Non-Christian evidence that Jesus existed?
Big Grin 

Enjoy.

http://www.josephus.org/eisler.htm

Quote:For fully 1200 years the church could boast of the sure and undisputed possession of an extremely remarkable testimony, pretiosissima et vix aestimabilis gemma [most precious and inestimable gem], as the old Viennese court librarian Petrus Lambeccius called it, a testimony rendered by an outsider to the truth of the historical foundations, not only of its faith, but even of its dogma, its creed. The Jewish historian Flavius Josephus, a man born just a few years after the traditional date of the death of Christ, seemed to affirm in the eighteenth book of his Jewish Antiquities that 'Jesus called the Christ' did so many and such great miracles that one might hesitate to regard him as a man at all; that he taught the truth; that this true teaching of his was received with joy by multitudes both of Jews and Gentiles; that this Jesus was really the Christ, that is, the Messiah, expected by the Jews, for the thousands of wonderful things which he did and suffered exactly corresponded with what the inspired prophets had foretold of the expected redeemer of their people; that he was crucified by Pilate on the indictment of the Jewish leaders, but on the third day reappeared alive to his disciples, who consequently did not waver in their allegiance to him, the result being the survival, at the time of the witness Josephus, of the new race called Christians after the founder of their sect.

    Throughout the eleven long centuries which separate the edict of the toleration of Milan (312) from the disruption of the Occidental Church with the Protestant Reform -- in other words, the time lying between the Historia ecclesiastica of Eusebius and that of Cardinal Baronius -- not a doubt was cast on the authenticity of Josephus' precious Testimonium, which was constantly quoted and turned to good account by all Church historians.

Quote:The first Christian scholar who boldly declared the Testimonium a forgery was the Protestant jurist and philologist Hubert van Giffen (Giphanius), a native of Buren in the duchy of Gelders. Born in 1534, he held a law degree from the University of Orleans, where he founded a library for the use of Teutonic students. Later he was professor at Strassburg, Altdorf, and Ingolstadt, embraced Catholicism, and died at the court of Rudolph II of Hapsburg, in Prague, in 1604. His view on the famous Josephus passage [16] does not seem to appear anywhere in his printed works. It is probable that for the sake of his own safety he was satisfied with expressing it only in his letters and lectures.

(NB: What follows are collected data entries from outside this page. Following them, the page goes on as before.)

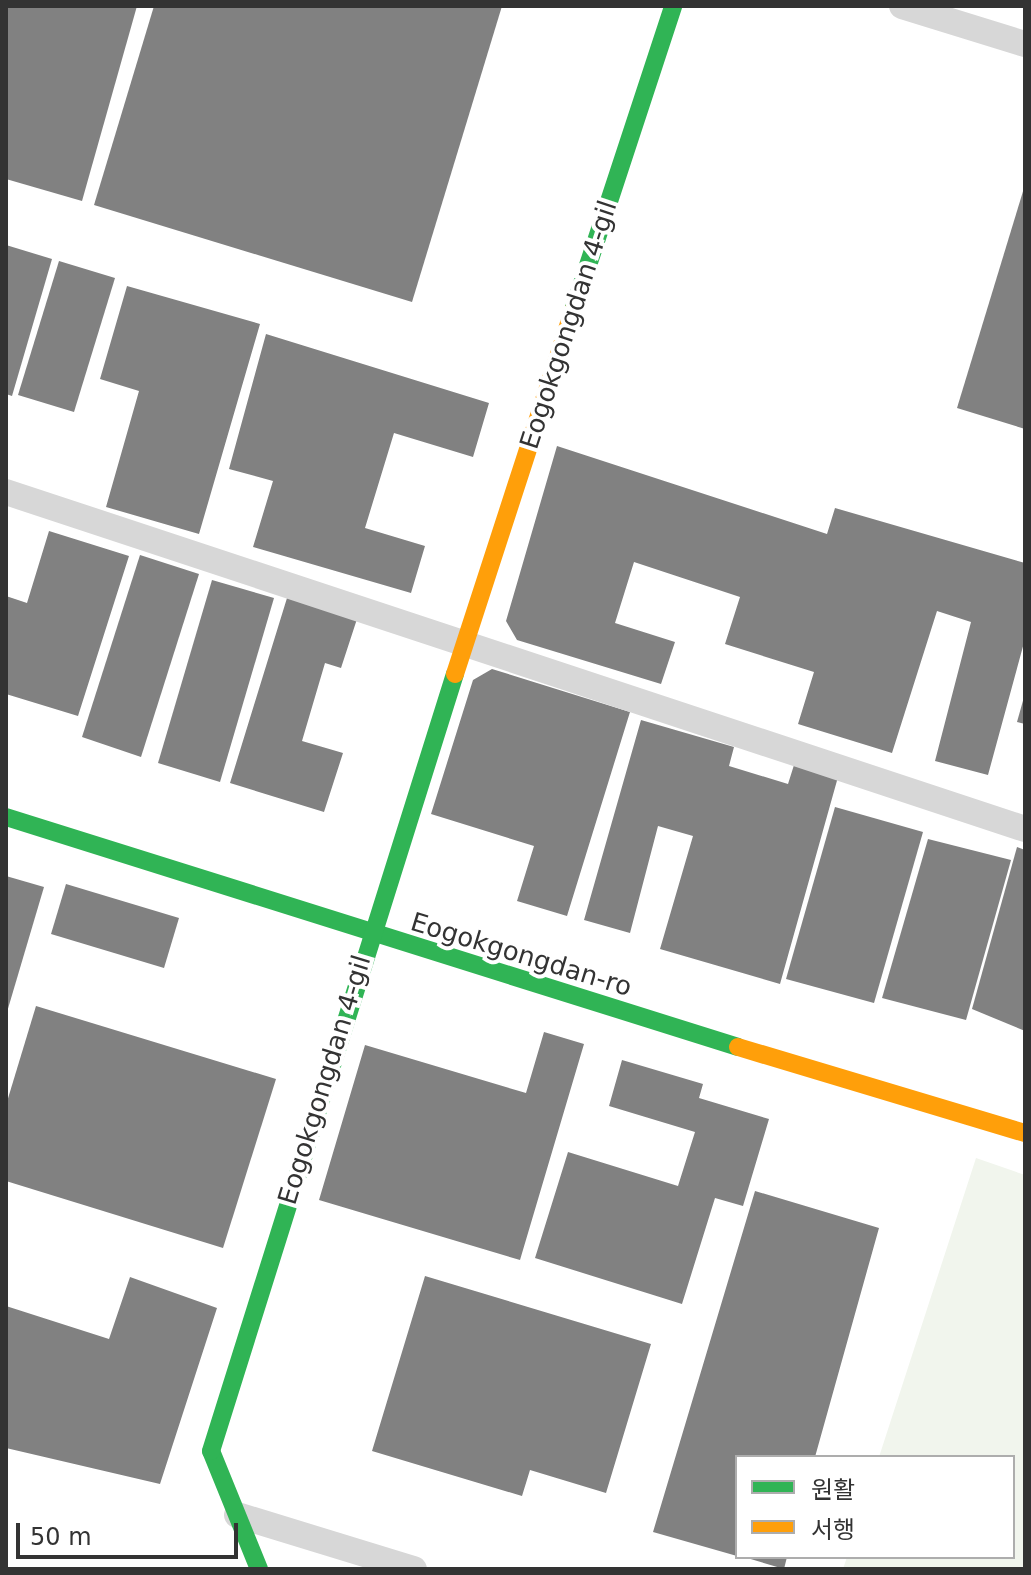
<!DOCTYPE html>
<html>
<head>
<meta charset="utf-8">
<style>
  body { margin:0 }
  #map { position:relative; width:1031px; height:1575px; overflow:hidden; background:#fff; font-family:"DejaVu Sans","Noto Sans KR",sans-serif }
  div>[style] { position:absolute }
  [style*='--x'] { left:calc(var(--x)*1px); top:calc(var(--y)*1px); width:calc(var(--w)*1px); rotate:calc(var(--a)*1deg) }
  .green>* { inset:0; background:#f1f5ed }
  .building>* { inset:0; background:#818181 }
  .street>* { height:26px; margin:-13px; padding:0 13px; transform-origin:13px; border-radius:13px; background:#d7d7d7 }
  .fast>* { height:18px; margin:-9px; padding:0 9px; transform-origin:9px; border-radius:9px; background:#30b455 }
  .slow>* { height:18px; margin:-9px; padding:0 9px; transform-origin:9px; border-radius:9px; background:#ff9f0a }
  span { translate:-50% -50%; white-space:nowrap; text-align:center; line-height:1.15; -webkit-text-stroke:8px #fff; paint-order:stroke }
  .street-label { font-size:26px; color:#333 }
  .frame { position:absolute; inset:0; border:8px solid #333; pointer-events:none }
  .legend { position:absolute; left:735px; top:1455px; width:280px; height:104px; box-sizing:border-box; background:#fff; border:2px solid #adadad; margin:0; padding:10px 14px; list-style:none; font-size:24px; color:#333 }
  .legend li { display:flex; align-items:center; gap:16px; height:40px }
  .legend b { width:40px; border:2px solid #adadad }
  .scale { position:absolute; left:16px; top:1523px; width:222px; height:36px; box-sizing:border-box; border:4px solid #333; border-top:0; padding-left:10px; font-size:24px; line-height:28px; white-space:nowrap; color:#333; -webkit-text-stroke:6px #fff; paint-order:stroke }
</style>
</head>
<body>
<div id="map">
  <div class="green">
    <div style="clip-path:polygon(976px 1158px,1025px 1175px,1025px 1569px,843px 1569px,847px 1557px,1013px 1557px,1013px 1457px,879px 1457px)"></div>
  </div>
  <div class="building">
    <div style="clip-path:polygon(6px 6px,137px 6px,82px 201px,6px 179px)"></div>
    <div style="clip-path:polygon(154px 6px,502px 6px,412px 302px,94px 205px)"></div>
    <div style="clip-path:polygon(1024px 188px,1025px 189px,1025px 429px,957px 408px)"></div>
    <div style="clip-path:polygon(6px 245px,52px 259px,12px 396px,6px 394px)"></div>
    <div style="clip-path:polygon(59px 261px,115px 278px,74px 412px,18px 395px)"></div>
    <div style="clip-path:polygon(127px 286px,260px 324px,199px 534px,106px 507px,139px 391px,100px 379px)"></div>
    <div style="clip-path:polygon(266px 334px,489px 403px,473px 457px,394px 433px,365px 528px,425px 546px,411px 593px,253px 547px,273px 481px,229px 469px)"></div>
    <div style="clip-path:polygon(557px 446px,827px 534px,835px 508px,1025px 563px,1025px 639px,988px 775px,935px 761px,971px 622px,937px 611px,892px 753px,798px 724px,814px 672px,725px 644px,740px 597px,634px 562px,615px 623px,675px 642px,661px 684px,517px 640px,506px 621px)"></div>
    <div style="clip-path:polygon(49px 531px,129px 556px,78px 716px,6px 694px,6px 596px,27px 603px)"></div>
    <div style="clip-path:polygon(140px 555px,199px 574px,141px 757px,82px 737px)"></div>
    <div style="clip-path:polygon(212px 580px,274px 598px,220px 782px,158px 763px)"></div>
    <div style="clip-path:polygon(287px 598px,357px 619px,341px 668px,325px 663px,302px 741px,343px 753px,324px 812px,230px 783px)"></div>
    <div style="clip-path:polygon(492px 669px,630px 712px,567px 916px,517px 901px,534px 846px,431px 814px,473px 680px)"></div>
    <div style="clip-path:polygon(1024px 697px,1025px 697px,1025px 724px,1017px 722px)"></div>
    <div style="clip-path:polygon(641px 720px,734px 747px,729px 766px,788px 784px,794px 765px,838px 777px,780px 984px,660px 949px,693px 836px,658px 826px,630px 933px,584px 920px)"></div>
    <div style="clip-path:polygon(835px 807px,923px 832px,874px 1003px,786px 979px)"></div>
    <div style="clip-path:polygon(928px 839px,1011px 860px,966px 1020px,882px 998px)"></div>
    <div style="clip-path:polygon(1017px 847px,1025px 850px,1025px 1031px,972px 1009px)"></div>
    <div style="clip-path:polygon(6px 876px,44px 887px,7px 1012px,6px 1011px)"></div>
    <div style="clip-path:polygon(66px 884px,179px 918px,164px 968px,51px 934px)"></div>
    <div style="clip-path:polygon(36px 1006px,276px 1079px,223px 1248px,6px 1181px,6px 1105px)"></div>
    <div style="clip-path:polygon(544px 1032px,584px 1044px,520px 1260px,319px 1200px,365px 1045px,526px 1093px)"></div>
    <div style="clip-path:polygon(622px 1060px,703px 1084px,699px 1098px,769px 1119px,743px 1206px,715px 1198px,682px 1304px,535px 1258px,568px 1152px,678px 1186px,695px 1132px,609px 1106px)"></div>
    <div style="clip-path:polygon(755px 1191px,879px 1228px,815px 1457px,737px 1457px,737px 1556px,653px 1532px)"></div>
    <div style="clip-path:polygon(425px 1276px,651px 1344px,606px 1493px,530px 1470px,522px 1496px,372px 1451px)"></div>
    <div style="clip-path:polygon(130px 1277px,217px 1308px,160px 1484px,6px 1448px,6px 1306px,109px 1339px)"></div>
    <div style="clip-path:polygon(744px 1557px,787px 1557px,784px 1569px)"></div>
  </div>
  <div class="street">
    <div style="--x:902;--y:6;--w:129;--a:17.2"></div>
    <div style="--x:6;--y:492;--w:1073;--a:18.3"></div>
    <div style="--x:237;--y:1515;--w:185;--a:17"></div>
  </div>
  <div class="fast">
    <div style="--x:573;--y:311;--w:321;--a:-71.8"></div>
    <div style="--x:6;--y:817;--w:767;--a:17.44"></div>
    <div style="--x:259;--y:1569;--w:127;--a:-112.1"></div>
    <div style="--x:211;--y:1451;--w:814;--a:-72.57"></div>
  </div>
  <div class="slow">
    <div style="--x:455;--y:674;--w:382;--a:-72"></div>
    <div style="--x:738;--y:1047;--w:300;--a:16.7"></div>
  </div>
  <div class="street-label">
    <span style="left:569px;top:325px;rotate:-72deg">Eogokgongdan 4-gil</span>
    <span style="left:521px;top:955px;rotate:17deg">Eogokgongdan-ro</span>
    <span style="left:325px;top:1080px;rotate:-73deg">Eogokgongdan 4-gil</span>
  </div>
  <div class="frame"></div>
  <ul class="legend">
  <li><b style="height:10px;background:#30b455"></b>원활</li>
  <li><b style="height:10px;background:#ff9f0a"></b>서행</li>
  </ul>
  <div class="scale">50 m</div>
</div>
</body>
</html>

    The oldest printed attack on the Testimonium is from the pen of the Lutheran theologian Lucas Osiander, who was born at Nuremberg in 1535, and who in his later life filled quite a number of Protestant ecclesiastical posts. Though anything but a Judaeophile, he was accused in certain circles of having Jewish ancestors. He frankly regarded the Josephus passage as spurious in its entirety [17].


Apologists love to claim that doubts about the TF are a modern "atheist" plot.  They lie a lot.

For the record, Eisler's reliance on the Slavonic translation of Josephus is usually dismissed by modern scholars.
Robert G. Ingersoll : “No man with a sense of humor ever founded a religion.”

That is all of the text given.